▶ [INFORMATION GIVEN]
*** Begin section ***
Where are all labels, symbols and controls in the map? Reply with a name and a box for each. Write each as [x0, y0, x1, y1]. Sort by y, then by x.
*** End section ***
*** Begin section ***
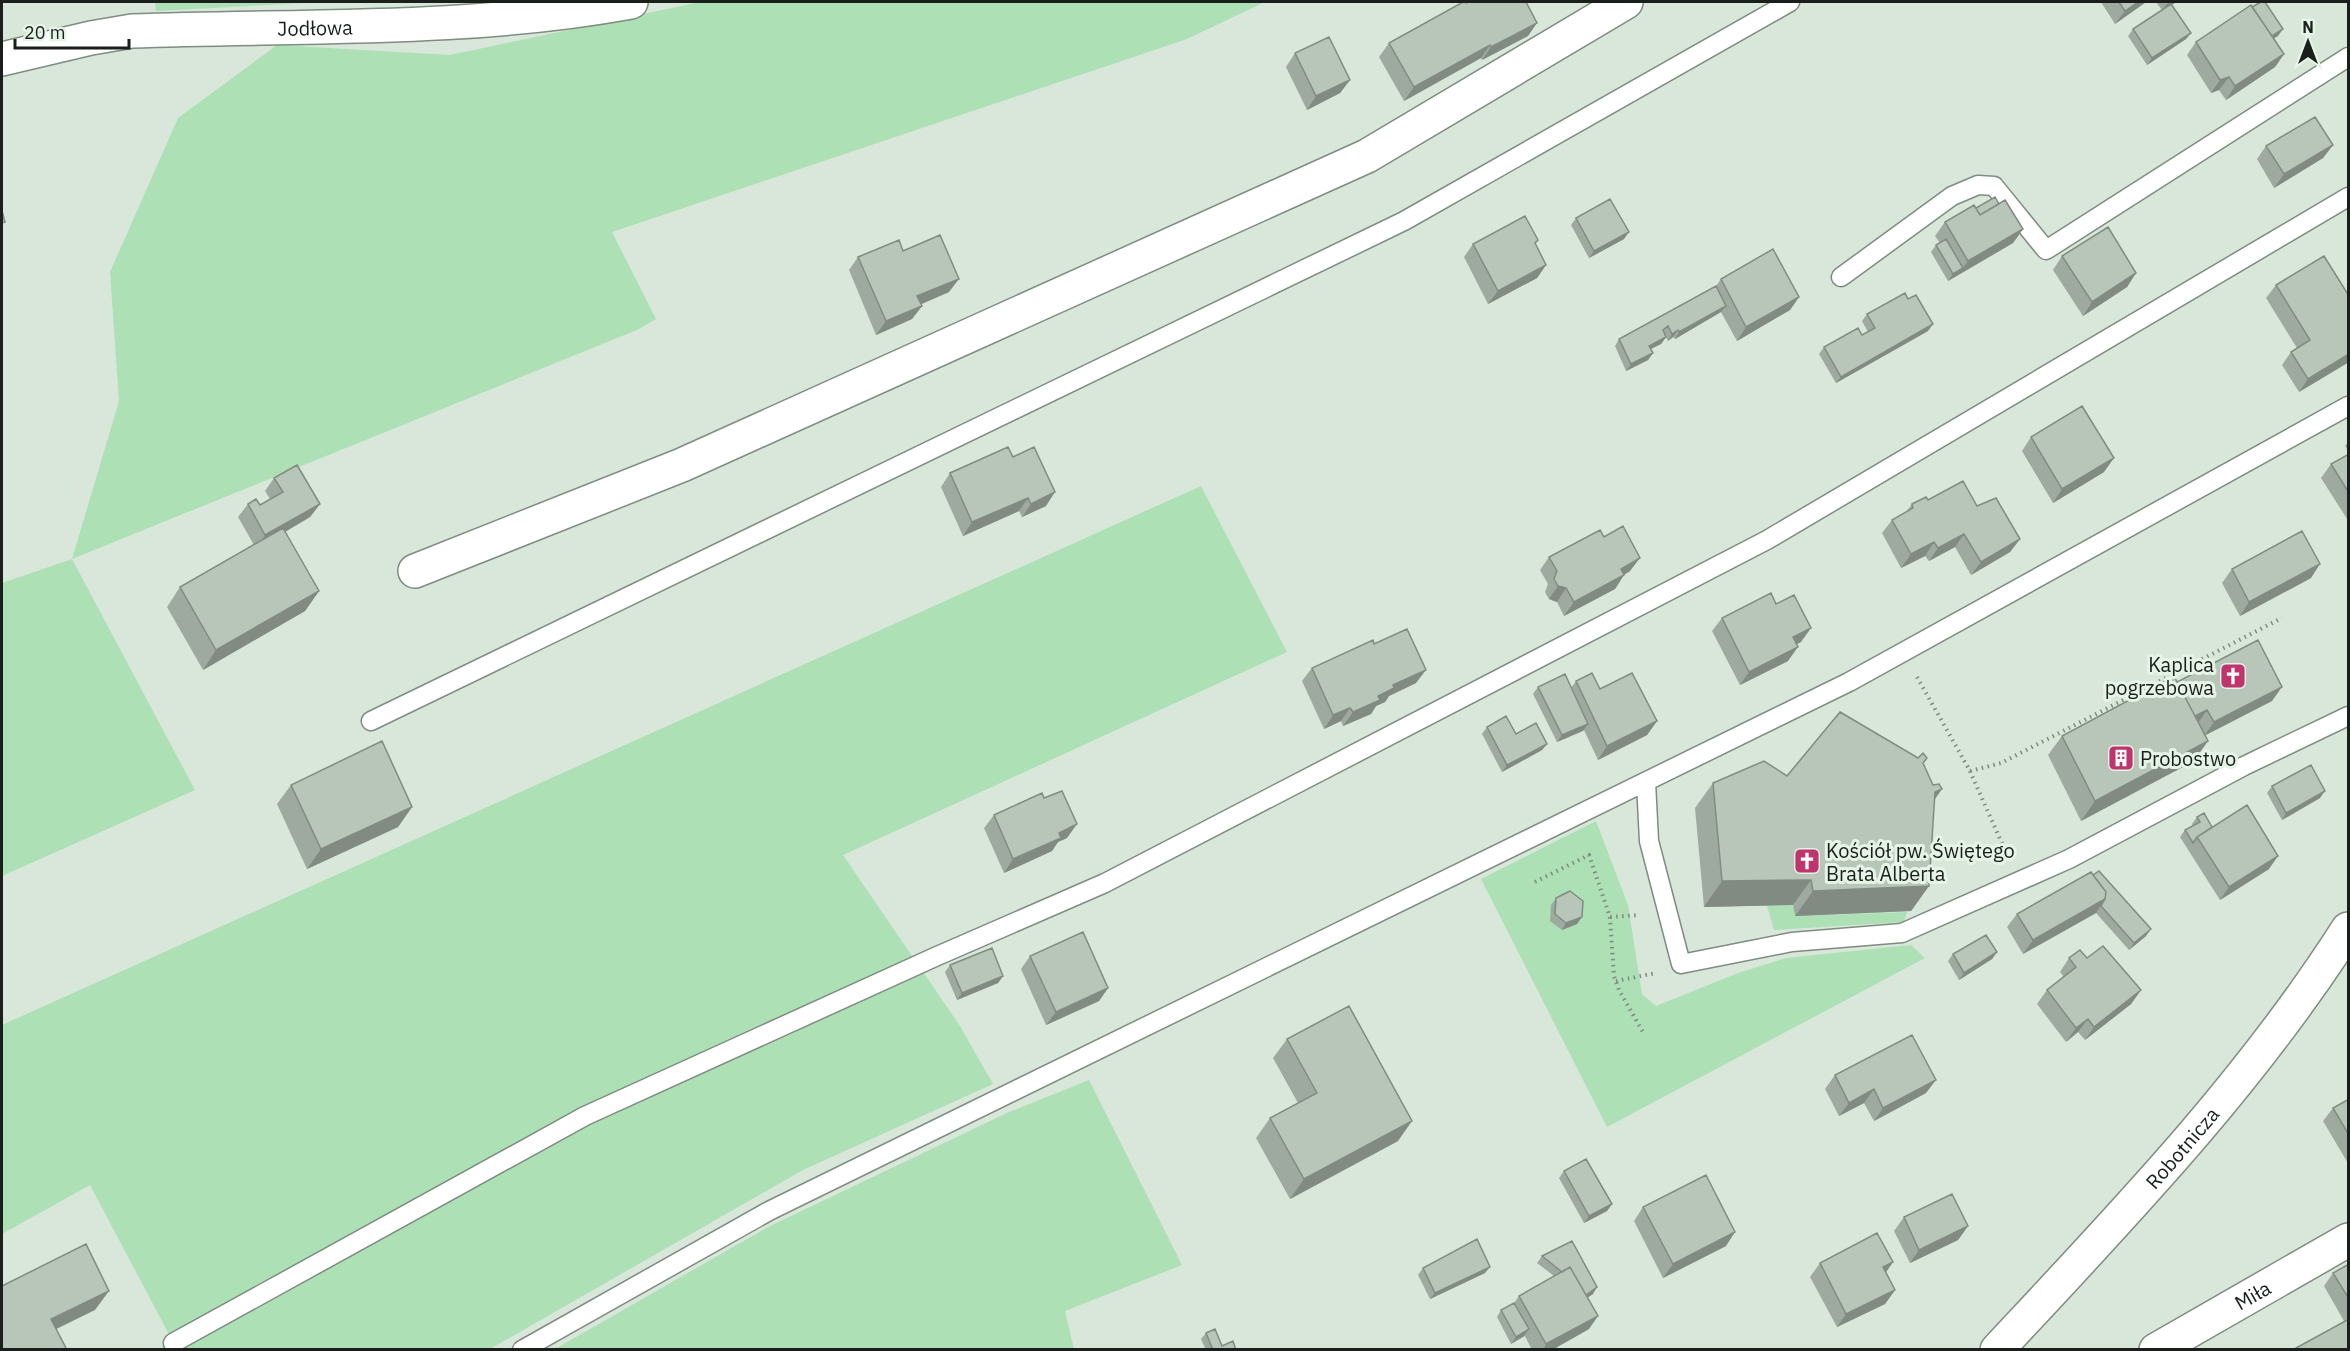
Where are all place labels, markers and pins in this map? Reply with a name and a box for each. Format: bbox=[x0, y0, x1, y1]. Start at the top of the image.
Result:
*** End section ***
▶ [WORK TASK]
Scan the material above for lines holding "name" and copy each of them.

▶ [RESPONSE BELOW]
Where are all labels, symbols and controls in the map? Reply with a name and a box for each. Write each as [x0, y0, x1, y1]. Sort by y, then by x.
Where are all place labels, markers and pins in this map? Reply with a name and a box for each. Format: bbox=[x0, y0, x1, y1]. Start at the top of the image.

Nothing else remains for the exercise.